RCC Results and Forecast
Royal Caribbean Cruises (RCC) executives expressed optimism for the rest of the year on the company’s first quarter earnings call and the market responded by boosting the share price. On the April 23 earnings call, the company gave a full year earnings guidance of $1.35, compared to actual earnings of $2.68 for last year. Guidance for the second quarter is from flat earnings to a loss of $0.05 per share.

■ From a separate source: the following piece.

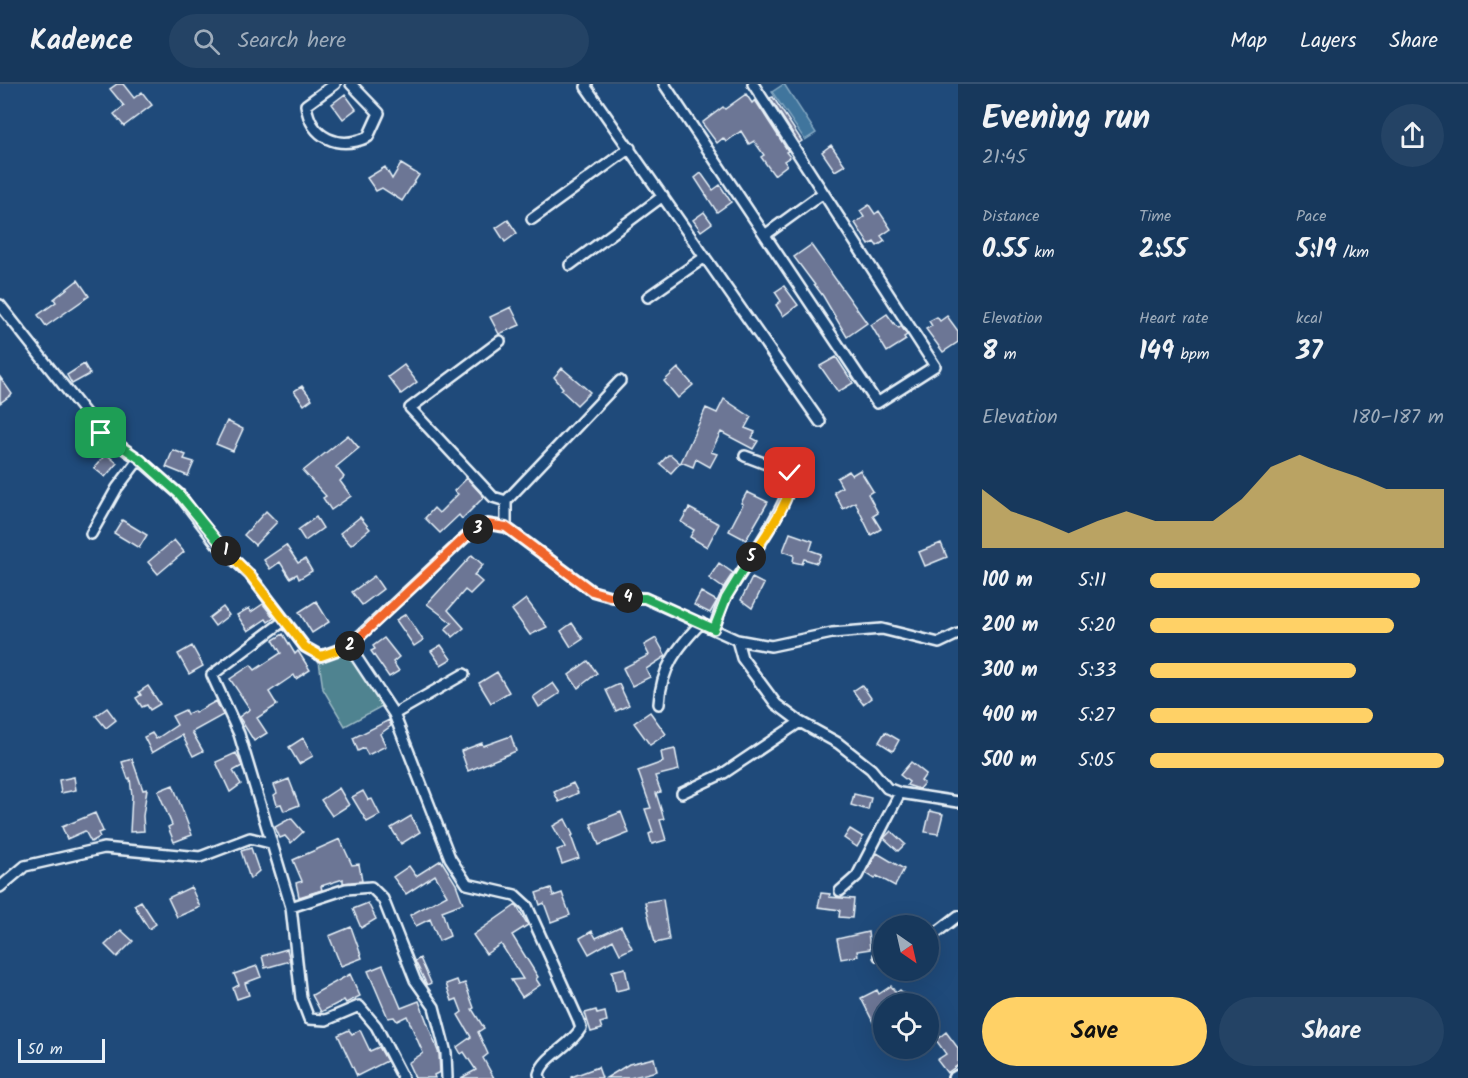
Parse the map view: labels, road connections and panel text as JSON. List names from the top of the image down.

At press time, all the cruise lines calling in Mexico had announced itinerary changes, temporarily suspending port calls. The CDC has also recommended that travelers avoid all nonessential travel to Mexico. Mexican tourism officials were not available for comment at press time, but Alex Casarrubias, marketing director of the cruise port in Mazatlán on the Pacific coast, was able to give Cruise Industry News a sense of how the ports will be affected. Seven calls have been canceled there so far, which with average passenger spending of $65 per person means about $1 million in lost revenues, plus about $115,000 that it would have collected in payments for various port services. “As bad as it is, it could have been a lot worse,” Casarrubias said. “This is happening at the tail end of the October-to-April high season."

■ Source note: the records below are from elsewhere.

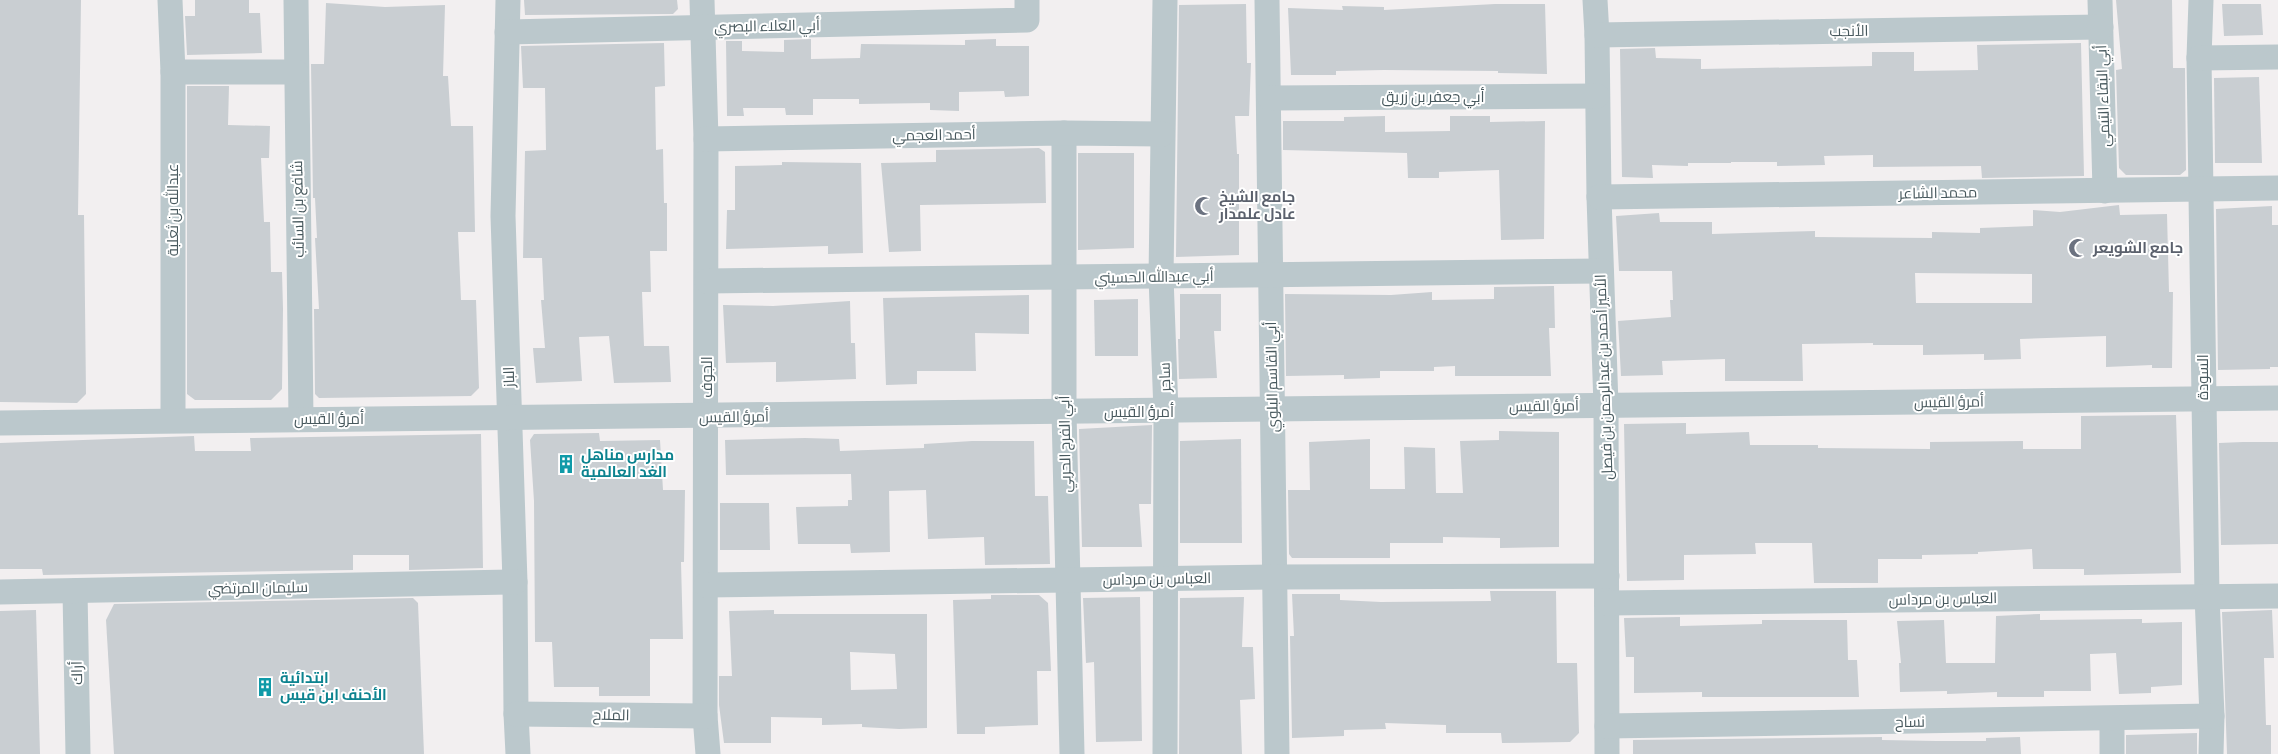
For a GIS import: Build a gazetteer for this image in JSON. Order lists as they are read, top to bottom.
{
  "streets": {
    "street": [
      "أبي العلاء البصري",
      "الأنجب",
      "أبي البقاء التيمي",
      "أبي جعفر بن زريق",
      "أحمد العجمي",
      "محمد الشاعر",
      "شافع بن السائب",
      "عبدالله بن ثعلبة",
      "أبي عبدالله الحسيني",
      "الباز",
      "الجوف",
      "ساجر",
      "أبي القاسم البلوي",
      "الأمير أحمد بن عبدالرحمن بن فيصل",
      "السودة",
      "أمرؤ القيس",
      "أبي الفرج الحربي",
      "العباس بن مرداس",
      "سليمان المرتضي",
      "أراك",
      "الملاح",
      "نساح"
    ]
  },
  "crossings": [
    ["أبي العلاء البصري", "الباز"],
    ["أبي العلاء البصري", "الجوف"],
    ["الأنجب", "أبي البقاء التيمي"],
    ["الأنجب", "الأمير أحمد بن عبدالرحمن بن فيصل"],
    ["أبي البقاء التيمي", "محمد الشاعر"],
    ["أبي جعفر بن زريق", "أبي القاسم البلوي"],
    ["أبي جعفر بن زريق", "الأمير أحمد بن عبدالرحمن بن فيصل"],
    ["أحمد العجمي", "الجوف"],
    ["أحمد العجمي", "ساجر"],
    ["أحمد العجمي", "أبي الفرج الحربي"],
    ["محمد الشاعر", "الأمير أحمد بن عبدالرحمن بن فيصل"],
    ["محمد الشاعر", "السودة"],
    ["شافع بن السائب", "أمرؤ القيس"],
    ["عبدالله بن ثعلبة", "أمرؤ القيس"],
    ["أبي عبدالله الحسيني", "الجوف"],
    ["أبي عبدالله الحسيني", "ساجر"],
    ["أبي عبدالله الحسيني", "أبي القاسم البلوي"],
    ["أبي عبدالله الحسيني", "الأمير أحمد بن عبدالرحمن بن فيصل"],
    ["أبي عبدالله الحسيني", "أبي الفرج الحربي"],
    ["الباز", "أمرؤ القيس"],
    ["الباز", "سليمان المرتضي"],
    ["الباز", "الملاح"],
    ["الجوف", "أمرؤ القيس"],
    ["الجوف", "العباس بن مرداس"],
    ["الجوف", "الملاح"],
    ["ساجر", "أمرؤ القيس"],
    ["ساجر", "العباس بن مرداس"],
    ["أبي القاسم البلوي", "أمرؤ القيس"],
    ["أبي القاسم البلوي", "العباس بن مرداس"],
    ["الأمير أحمد بن عبدالرحمن بن فيصل", "أمرؤ القيس"],
    ["الأمير أحمد بن عبدالرحمن بن فيصل", "العباس بن مرداس"],
    ["الأمير أحمد بن عبدالرحمن بن فيصل", "نساح"],
    ["السودة", "أمرؤ القيس"],
    ["السودة", "العباس بن مرداس"],
    ["السودة", "نساح"],
    ["أمرؤ القيس", "أبي الفرج الحربي"],
    ["أبي الفرج الحربي", "العباس بن مرداس"],
    ["سليمان المرتضي", "أراك"]
  ],
  "places": {
    "mosque": ["جامع الشيخ عادل علمدار", "جامع الشويعر"],
    "building": ["مدارس مناهل الغد العالمية", "ابتدائية الأحنف ابن قيس"]
  }
}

Caribbean Pick Up for 2010
Cruise capacity in the Caribbean next summer is expected to increase by 12 percent over 2009, for 2.7 million passengers – compared to 2.4 million slated for this year, according to estimates by Cruise Industry News.
And there is more: NCL becomes the third cruise line to reduce Alaska capacity for 2010; Carnival Cruise Lines has launched year-round service from Baltimore; the Costa Luminosa was handed over to Costa Crociere; Steiner Leisure reported net income of $7.9 million, or $0.54 per share, on revenues of $117.1 million for the first quarter of 2009; Thomson Cruises is homeporting the Celebration out of the Turkish port Marmaris from May through October 2010; the All Leisure Group has acquired Hebridean Cruises and the Hebridean Princess.